§ Prompt:
Which lines in the data below contain the word "river"? Copy each of them.

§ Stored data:
···

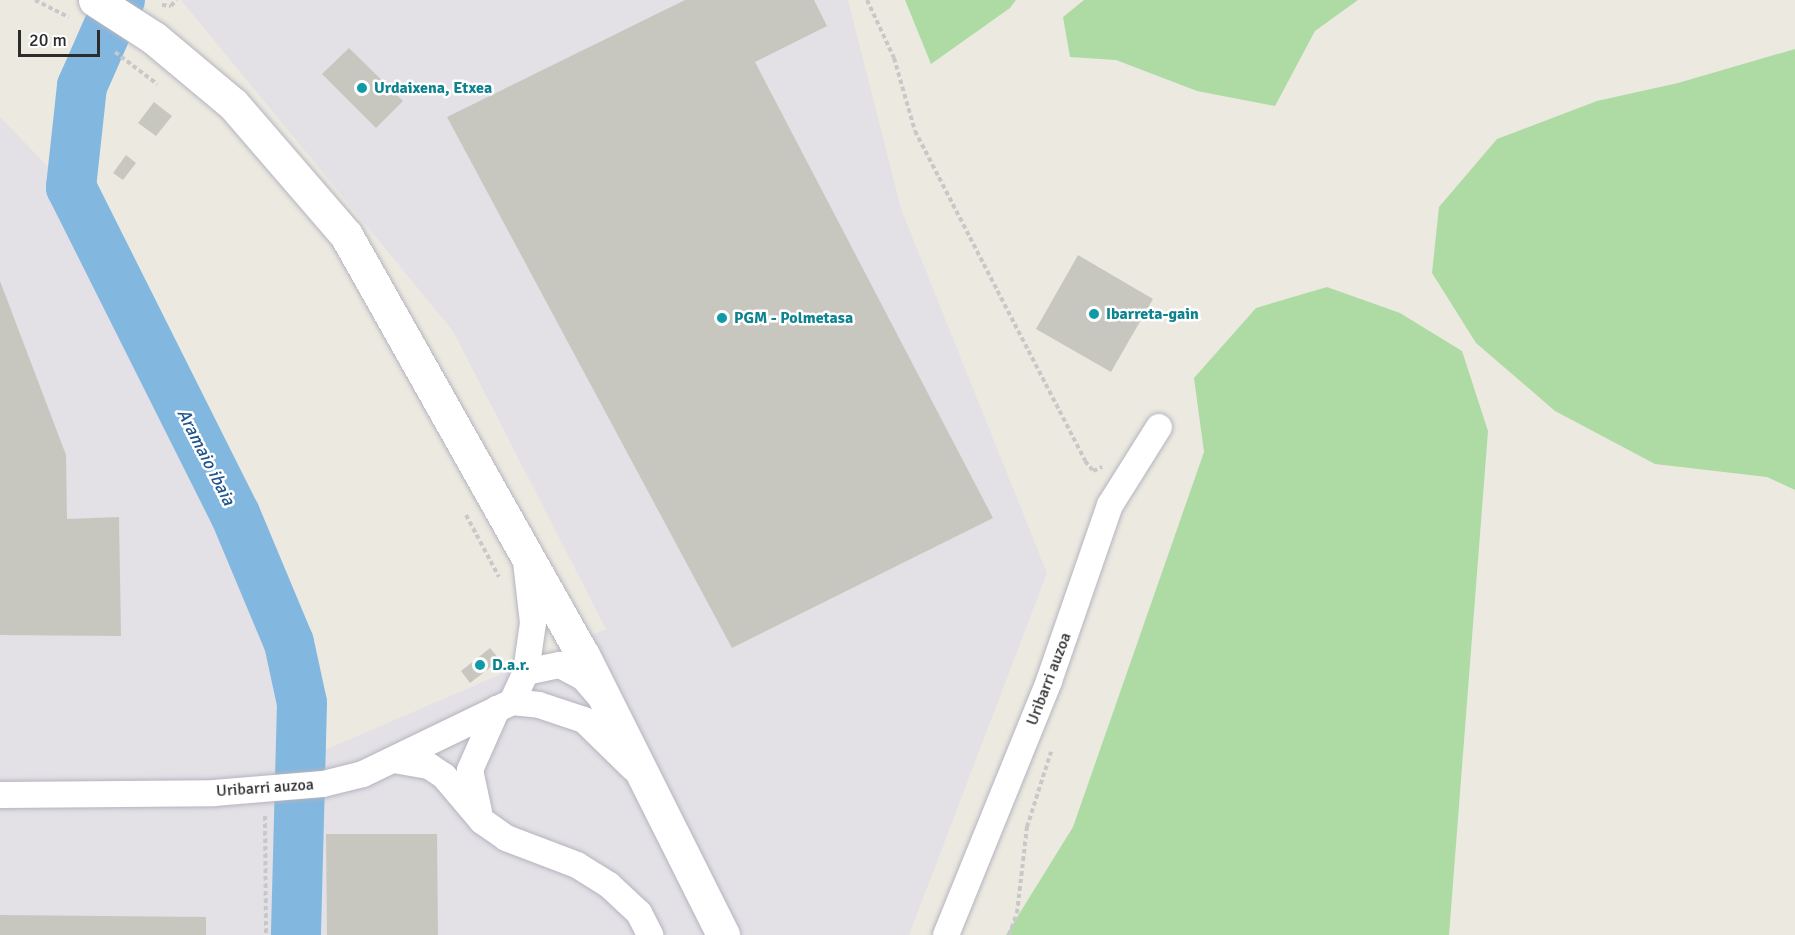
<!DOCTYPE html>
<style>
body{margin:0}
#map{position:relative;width:1795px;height:935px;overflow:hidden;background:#ece9e1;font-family:Signika,sans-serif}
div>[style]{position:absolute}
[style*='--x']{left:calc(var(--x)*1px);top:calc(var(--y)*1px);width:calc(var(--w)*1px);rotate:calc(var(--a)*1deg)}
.industrial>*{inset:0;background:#e3e0e6}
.green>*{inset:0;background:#aedba4}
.river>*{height:50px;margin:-25px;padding:0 25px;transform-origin:25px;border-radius:25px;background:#82b7e0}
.building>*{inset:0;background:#c8c7bf}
.path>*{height:4px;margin-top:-2px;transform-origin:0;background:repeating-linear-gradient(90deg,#c8c8c8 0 4.5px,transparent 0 7.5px)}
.roads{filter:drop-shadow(0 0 2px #b4b4be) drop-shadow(0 0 2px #b4b4be)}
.street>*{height:26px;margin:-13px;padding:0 13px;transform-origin:13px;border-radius:13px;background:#fff}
.secondary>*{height:33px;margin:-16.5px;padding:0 16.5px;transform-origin:16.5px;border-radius:16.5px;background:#fff}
.dots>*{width:16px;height:16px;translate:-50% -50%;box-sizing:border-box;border:3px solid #fff;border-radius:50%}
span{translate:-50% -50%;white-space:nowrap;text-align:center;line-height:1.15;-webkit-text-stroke:5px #fff;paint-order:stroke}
.culture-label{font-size:16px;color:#0d838f;font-weight:700}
.left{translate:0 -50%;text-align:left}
.street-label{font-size:16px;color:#2c2c2c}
.water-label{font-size:18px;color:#1f558e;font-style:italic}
.scale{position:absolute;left:18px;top:30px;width:82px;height:27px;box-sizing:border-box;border:3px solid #2c2c2c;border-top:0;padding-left:8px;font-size:18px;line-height:21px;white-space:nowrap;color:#2c2c2c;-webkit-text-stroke:4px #fff;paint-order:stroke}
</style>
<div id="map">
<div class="industrial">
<div style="clip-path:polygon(181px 0,848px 0,901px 209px,1047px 573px,909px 935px,0 935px,0 117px,54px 173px,237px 574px,311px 756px,606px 629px,453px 331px)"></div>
</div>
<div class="green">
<div style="clip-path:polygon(905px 0,1016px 0,1010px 8px,931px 64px)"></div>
<div style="clip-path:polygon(1084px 0,1358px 0,1315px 31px,1275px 106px,1197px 91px,1116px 60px,1070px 57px,1063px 17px)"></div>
<div style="clip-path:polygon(1795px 49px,1795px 490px,1767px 477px,1655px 464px,1555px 411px,1476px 343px,1432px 273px,1439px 207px,1497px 139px,1597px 101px,1678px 83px)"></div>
<div style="clip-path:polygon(1327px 287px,1400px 313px,1462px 351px,1488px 431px,1449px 935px,1006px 935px,1073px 827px,1204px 452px,1194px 378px,1256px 308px)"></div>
</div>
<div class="river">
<div style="--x:120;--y:0;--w:94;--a:113.8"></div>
<div style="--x:82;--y:86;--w:102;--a:96.2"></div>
<div style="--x:71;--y:187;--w:366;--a:63.4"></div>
<div style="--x:235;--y:514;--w:140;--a:67.3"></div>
<div style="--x:289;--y:643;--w:61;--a:77.8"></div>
<div style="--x:302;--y:703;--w:232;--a:91.5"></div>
</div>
<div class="building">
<div style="clip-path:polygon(685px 0,814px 0,827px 26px,755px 62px,993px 518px,732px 648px,447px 117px)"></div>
<div style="clip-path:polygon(349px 48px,403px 101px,376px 128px,322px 74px)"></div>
<div style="clip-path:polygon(154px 102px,172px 116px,156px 136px,138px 123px)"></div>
<div style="clip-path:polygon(126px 155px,136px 163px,123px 180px,113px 173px)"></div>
<div style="clip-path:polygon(1078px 255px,1153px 299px,1111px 372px,1036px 329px)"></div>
<div style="clip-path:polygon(0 281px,66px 455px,67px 519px,119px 517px,121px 636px,0 635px)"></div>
<div style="clip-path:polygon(490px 648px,500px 660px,470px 683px,461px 671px)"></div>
<div style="clip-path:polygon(326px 834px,437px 834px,438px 935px,327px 935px)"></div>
<div style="clip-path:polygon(0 915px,206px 917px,206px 935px,0 935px)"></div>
</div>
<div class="path">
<div style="--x:35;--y:0;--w:38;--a:27"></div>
<div style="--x:867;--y:0;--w:64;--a:65"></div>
<div style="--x:894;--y:58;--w:76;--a:74"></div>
<div style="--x:915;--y:131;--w:371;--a:62.7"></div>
<div style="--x:1085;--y:461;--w:13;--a:51"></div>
<div style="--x:1093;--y:471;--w:10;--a:-24"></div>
<div style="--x:162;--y:5;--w:9;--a:6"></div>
<div style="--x:171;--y:6;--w:8;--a:-50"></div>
<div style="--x:115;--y:52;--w:53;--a:37.3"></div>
<div style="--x:466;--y:515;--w:70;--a:62"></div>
<div style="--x:265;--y:816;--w:119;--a:89.5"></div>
<div style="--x:1009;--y:935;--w:23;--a:-70"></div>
<div style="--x:1017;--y:913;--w:87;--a:-83.4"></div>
<div style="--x:1027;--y:827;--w:79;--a:-72.3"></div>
</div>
<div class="roads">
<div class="street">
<div style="--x:526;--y:672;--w:35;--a:-12"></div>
<div style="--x:560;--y:665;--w:26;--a:28"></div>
<div style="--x:583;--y:677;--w:23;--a:49"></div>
<div style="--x:512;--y:702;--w:27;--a:6"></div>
<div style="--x:539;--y:705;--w:47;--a:18.4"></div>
<div style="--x:584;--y:720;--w:69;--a:44.4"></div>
<div style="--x:512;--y:702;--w:33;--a:-65"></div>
<div style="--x:526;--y:672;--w:49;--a:-81.9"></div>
<div style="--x:533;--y:623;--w:61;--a:-96.5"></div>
<div style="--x:394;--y:760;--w:36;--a:10"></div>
<div style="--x:429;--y:766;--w:18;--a:34"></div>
<div style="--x:444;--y:776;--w:59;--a:49.8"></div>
<div style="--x:482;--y:821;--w:29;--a:35"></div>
<div style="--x:506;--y:838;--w:76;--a:20.8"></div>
<div style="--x:577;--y:865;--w:38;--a:32"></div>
<div style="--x:609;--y:885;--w:41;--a:43"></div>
<div style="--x:639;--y:913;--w:25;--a:63"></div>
<div style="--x:0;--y:795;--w:214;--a:-0.5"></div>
<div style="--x:214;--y:793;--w:109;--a:-4.7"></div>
<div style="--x:323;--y:784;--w:41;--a:-14"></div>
<div style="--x:363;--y:774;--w:165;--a:-25.8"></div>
<div style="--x:479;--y:812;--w:43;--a:-102.1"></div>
<div style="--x:470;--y:770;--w:67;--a:-66.1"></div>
<div style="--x:946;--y:935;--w:274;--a:-67.9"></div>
<div style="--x:1049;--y:681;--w:186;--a:-70.9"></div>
<div style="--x:1110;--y:505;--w:92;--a:-57.9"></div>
</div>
<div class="secondary">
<div style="--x:95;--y:0;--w:70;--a:32.8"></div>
<div style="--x:154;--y:38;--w:103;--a:39.9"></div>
<div style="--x:233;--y:104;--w:173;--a:49.2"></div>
<div style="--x:346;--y:235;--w:482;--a:60.6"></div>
<div style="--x:583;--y:655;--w:313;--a:63.4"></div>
</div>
</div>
<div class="dots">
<div style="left:362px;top:88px;background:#0f9aa8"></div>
<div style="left:1094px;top:314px;background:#0f9aa8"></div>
<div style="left:722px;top:318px;background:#0f9aa8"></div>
<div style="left:480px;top:665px;background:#0f9aa8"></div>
</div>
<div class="culture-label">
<span class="left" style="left:374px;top:88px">Urdaixena, Etxea</span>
<span class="left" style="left:1106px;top:314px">Ibarreta-gain</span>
<span class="left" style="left:734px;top:318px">PGM - Polmetasa</span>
<span class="left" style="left:492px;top:665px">D.a.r.</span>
</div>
<div class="street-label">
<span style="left:1049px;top:679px;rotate:-69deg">Uribarri auzoa</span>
<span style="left:265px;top:788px;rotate:-4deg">Uribarri auzoa</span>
</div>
<div class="water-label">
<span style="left:206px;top:457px;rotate:63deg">Aramaio ibaia</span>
</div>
<div class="scale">20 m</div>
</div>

···

§ Written answer:
.river>*{height:50px;margin:-25px;padding:0 25px;transform-origin:25px;border-radius:25px;background:#82b7e0}
<div class="river">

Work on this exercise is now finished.